Hi @wwqq I followed the link you mentioned, I am doing inference for seaformer small model in jupyter notebook, I am using model SeaFormer-S_512x512_4x8_160k, I have initialized the model using config present in seaformer_small.py and loaded the weights. I am passing it an image from ADE20K dataset after resizing it to (512, 512) and result I am getting is of (64, 64). I have done bilinear interpolation to convert into size (512, 512) and mapped each class to a RGB color, the output image I am getting doesn't seem to be good and it seems image is not getting segmented. I have updated Conv2d_BN to use nn.BatchNorm2d instead of build_layer_norm. Here is the link to notebook https://github.com/inderpreetsingh01/models/blob/master/Seaformer_segmentation_inference.ipynb It would be helpful if you can help me with this, if I am doing something wrong here?

Thanks

wwqq commented 1 year ago

Hi @inderpreetsingh01 1.Logits need to be upsampled first and then argmax.

1

2.Label_colors need to generate 150 classes not 125. You can import it from the checkpoint directly.

1

3.Same here, nc=150. And rgb_image should transpose not reshape.

1

Final vis result:

1
inderpreetsingh01 commented 1 year ago

Thanks a lot, @wwqq for the clear explanation. I have one general doubt why the output seems a bit noisy, is there any way to improve it for the same checkpoint?

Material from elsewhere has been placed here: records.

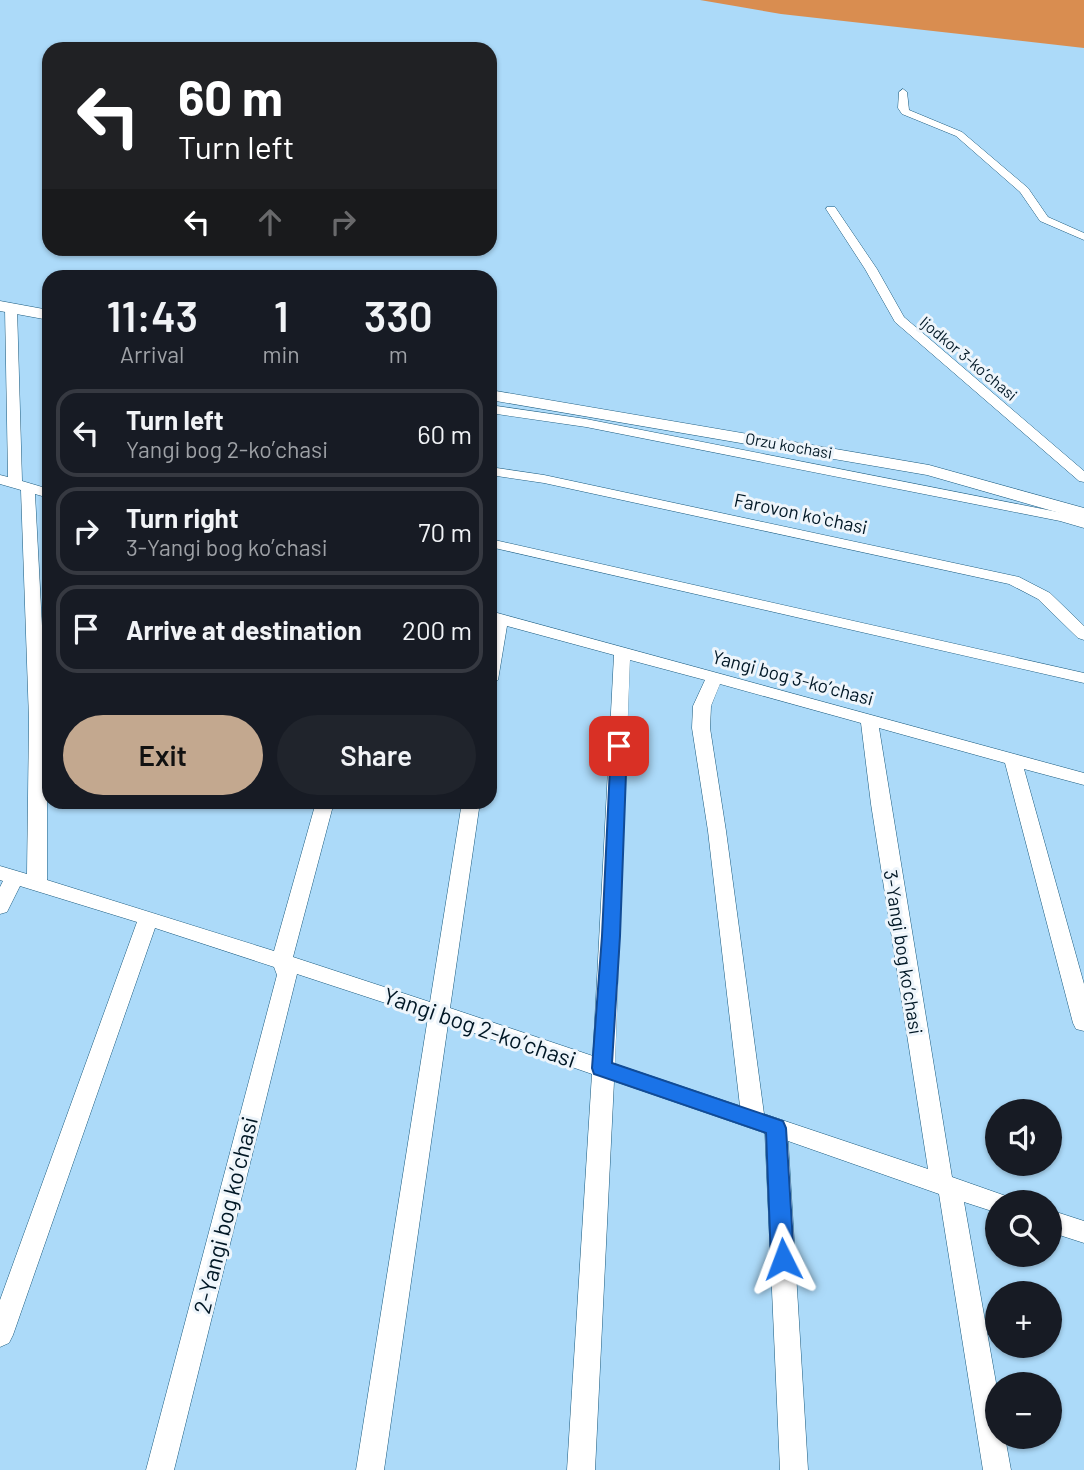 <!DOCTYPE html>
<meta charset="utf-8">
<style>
body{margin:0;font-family:Barlow,sans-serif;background:#20242c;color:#f1f3f6;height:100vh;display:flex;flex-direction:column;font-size:26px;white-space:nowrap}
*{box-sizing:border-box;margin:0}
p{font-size:23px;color:#9ea1a6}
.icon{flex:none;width:38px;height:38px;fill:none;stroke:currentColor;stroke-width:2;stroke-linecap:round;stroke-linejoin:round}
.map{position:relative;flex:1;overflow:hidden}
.panel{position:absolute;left:42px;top:270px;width:455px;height:539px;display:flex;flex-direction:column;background:#171b24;border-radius:21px;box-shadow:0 2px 5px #0004}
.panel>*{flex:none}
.hud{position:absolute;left:42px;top:42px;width:455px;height:214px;border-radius:21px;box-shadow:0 2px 5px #0004;background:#202124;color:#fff;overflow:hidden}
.buttons{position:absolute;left:985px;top:1099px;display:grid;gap:14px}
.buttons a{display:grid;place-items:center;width:77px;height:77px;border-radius:50%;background:#171b24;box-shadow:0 2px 5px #0004;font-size:35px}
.pin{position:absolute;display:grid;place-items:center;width:60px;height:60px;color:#fff;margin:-30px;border-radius:14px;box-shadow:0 4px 10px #0006}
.me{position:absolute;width:77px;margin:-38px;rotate:357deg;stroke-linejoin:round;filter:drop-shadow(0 0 5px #0008)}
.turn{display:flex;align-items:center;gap:24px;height:147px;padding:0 21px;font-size:32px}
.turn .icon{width:91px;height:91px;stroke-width:2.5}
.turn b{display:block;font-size:49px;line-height:60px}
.lanes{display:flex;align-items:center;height:66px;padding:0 21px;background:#0003;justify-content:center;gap:35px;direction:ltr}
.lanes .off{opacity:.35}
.eta{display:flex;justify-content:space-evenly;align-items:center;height:119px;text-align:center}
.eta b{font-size:42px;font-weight:600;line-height:49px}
.primary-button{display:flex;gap:14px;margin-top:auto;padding:14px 21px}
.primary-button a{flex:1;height:80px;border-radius:42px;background:#c3a88f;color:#111;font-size:28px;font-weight:600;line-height:80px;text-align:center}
.primary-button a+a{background:#20242c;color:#f1f3f6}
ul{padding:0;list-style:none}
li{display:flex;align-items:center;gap:21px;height:88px;margin:0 14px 10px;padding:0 7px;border:4px solid #363941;border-radius:21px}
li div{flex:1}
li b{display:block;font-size:26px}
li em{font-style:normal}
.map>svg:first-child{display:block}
.green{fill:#d98d50}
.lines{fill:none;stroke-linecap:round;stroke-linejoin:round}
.minor-casing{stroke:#1a5a7e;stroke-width:1}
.major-casing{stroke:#1a5a7e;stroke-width:1}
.minor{fill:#fff;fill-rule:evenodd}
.major{fill:#fff;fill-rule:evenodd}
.route{fill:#1a73e8;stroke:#114b97;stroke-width:2}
.labels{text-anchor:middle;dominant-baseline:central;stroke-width:6;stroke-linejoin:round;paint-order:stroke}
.far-street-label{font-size:16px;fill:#001725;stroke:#eef5fb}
.street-label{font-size:19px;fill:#001725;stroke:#eef5fb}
.near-street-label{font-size:23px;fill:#001725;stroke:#eef5fb}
</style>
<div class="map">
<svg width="1084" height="1470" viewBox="0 0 1084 1470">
<rect width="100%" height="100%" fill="#acdaf9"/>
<path class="green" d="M 700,0 L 1084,0 L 1084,48 L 781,14 Z"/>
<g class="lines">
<g class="minor-casing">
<path id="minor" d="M 903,89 L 907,92 L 909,110 L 962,132 L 1028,188 L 1048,217 L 1084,233 L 1084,240 L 1040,221 L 1020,192 L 956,136 L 902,114 L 898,108 L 899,92 Z
M 827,207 L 835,207 L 877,269 L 904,317 L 1084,471 L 1084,482 L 1079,481 L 895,322 L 865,269 L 826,209 Z
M 11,304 L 17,308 L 22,481 L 49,489 L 49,498 L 35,494 L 47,720 L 47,880 L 274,951 L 316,802 L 334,802 L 293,957 L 430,1002 L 462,802 L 480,802 L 450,1008 L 593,1056 L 614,655 L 507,626 L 498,680 L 490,685 L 490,611 L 1084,773 L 1084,785 L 1024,769 L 1084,984 L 1084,1031 L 1076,1029 L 1073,1023 L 1005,763 L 879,728 L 952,1177 L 1006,1196 L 1010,1202 L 998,1202 L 998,1213 L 964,1202 L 998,1394 L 998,1437 L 1005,1437 L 1011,1470 L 983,1470 L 939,1194 L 788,1141 L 808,1470 L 780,1470 L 765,1133 L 614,1081 L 595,1470 L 567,1470 L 592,1074 L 448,1024 L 384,1470 L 356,1470 L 428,1017 L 297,974 L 174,1470 L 146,1470 L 277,975 L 274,967 L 155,928 L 13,1335 L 9,1343 L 0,1347 L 0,1300 L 137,922 L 20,886 L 7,912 L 0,914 L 0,887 L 3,881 L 0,880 L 0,866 L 27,874 L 29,720 L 21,490 L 0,484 L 0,475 L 8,477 L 5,308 ZM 630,660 L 705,680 L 693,706 L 692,728 L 708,831 L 740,1106 L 615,1064 ZM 720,684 L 861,723 L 871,804 L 928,1169 L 764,1114 L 726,831 L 710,728 L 711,706 Z
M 490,405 L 586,419 L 1063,513 L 1084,519 L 1084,528 L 1060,521 L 586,427 L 490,413 Z
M 490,467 L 544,475 L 1019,577 L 1050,593 L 1084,626 L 1084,640 L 1078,638 L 1038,599 L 1009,584 L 544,483 L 490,475 Z
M 490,539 L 1084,673 L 1084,683 L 490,547 Z
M 1050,1210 L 1084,1221 L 1084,1243 L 1050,1232 Z"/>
</g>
<g class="major-casing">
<path id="major" d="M 0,301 L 49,310 L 49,320 L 0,311 Z
M 490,390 L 929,465 L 1084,508 L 1084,520 L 927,475 L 490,400 Z"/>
</g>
<use href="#minor" class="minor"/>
<use href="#major" class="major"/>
</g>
<path class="route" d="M 619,740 L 627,746 L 620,936 L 612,1063 L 783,1121 L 786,1128 L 794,1259 L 790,1266 L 783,1269 L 775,1266 L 771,1259 L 766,1133 L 594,1074 L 592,1068 L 602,936 L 611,746 Z"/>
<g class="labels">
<g class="far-street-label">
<text transform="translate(969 358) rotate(40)">Ijodkor 3-koʼchasi</text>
<text transform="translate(789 445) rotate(10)">Orzu kochasi</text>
</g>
<g class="street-label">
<text transform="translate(801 513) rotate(12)">Farovon koʻchasi</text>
<text transform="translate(793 677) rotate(15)">Yangi bog 3-koʼchasi</text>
<text transform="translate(904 952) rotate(81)">3-Yangi bog koʼchasi</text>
</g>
<g class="near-street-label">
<text transform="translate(480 1027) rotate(19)">Yangi bog 2-koʼchasi</text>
<text transform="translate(225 1215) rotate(-76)">2-Yangi bog koʼchasi</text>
</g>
</g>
</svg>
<div class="buttons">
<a><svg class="icon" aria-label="sound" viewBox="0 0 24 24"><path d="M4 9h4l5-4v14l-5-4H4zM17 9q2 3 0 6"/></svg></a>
<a><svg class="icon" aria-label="search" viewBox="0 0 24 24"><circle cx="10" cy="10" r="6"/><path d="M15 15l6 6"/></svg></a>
<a>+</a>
<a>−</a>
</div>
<div class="pin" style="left:619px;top:746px;background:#d93025"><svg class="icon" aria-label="arrive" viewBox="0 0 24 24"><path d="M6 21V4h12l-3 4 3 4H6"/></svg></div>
<svg class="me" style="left:783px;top:1259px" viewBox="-20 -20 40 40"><path d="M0-17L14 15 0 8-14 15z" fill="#1a73e8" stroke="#fff" stroke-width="4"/></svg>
<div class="hud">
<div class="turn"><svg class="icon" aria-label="left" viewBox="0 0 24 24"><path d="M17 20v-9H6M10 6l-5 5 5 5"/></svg><div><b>60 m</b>Turn left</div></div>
<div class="lanes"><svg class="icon" aria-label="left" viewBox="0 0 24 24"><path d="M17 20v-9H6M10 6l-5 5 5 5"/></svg><svg class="icon off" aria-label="ahead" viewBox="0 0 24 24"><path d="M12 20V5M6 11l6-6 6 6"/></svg><svg class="icon off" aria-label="right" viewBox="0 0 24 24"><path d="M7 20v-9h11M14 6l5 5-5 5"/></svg></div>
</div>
<section class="panel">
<div class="eta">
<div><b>11:43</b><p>Arrival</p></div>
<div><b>1</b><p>min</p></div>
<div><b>330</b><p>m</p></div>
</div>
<ul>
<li><svg class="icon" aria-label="left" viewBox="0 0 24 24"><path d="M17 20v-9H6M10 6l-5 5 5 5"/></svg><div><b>Turn left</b><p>Yangi bog 2-koʼchasi</p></div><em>60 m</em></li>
<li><svg class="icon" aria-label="right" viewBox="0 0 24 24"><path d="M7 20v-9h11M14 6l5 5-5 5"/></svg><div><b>Turn right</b><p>3-Yangi bog koʼchasi</p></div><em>70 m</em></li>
<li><svg class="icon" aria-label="arrive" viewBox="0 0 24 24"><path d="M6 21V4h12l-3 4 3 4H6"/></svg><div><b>Arrive at destination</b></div><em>200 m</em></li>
</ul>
<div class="primary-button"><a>Exit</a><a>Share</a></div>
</section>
</div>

speedinghzl commented 1 year ago

Hi @inderpreetsingh01, thanks for your interest in our work. I saw you use the simple transform as the image preprocess, it is mismatched with the preprocess used in the Seaformer training step. The segmentation result could be better if you align the preprocess, including normalization, rgb order(not sure).

image image
inderpreetsingh01 commented 1 year ago

Hi @speedinghzl thanks for reply, I have normalized the image now using mean=[123.675, 116.28, 103.53] and std=[58.395, 57.12, 57.375], also I was using model in training mode I converted it to eval mode and below are the output I got.

ADE_val_00001001.jpg image

ADE_val_00001005.jpg image

It seems better than the previous one and less noisy. Can you please confirm if is this the expected output of the seaformer small model?

wwqq commented 1 year ago

Hi, @inderpreetsingh01 Yes, they are the expected outputs.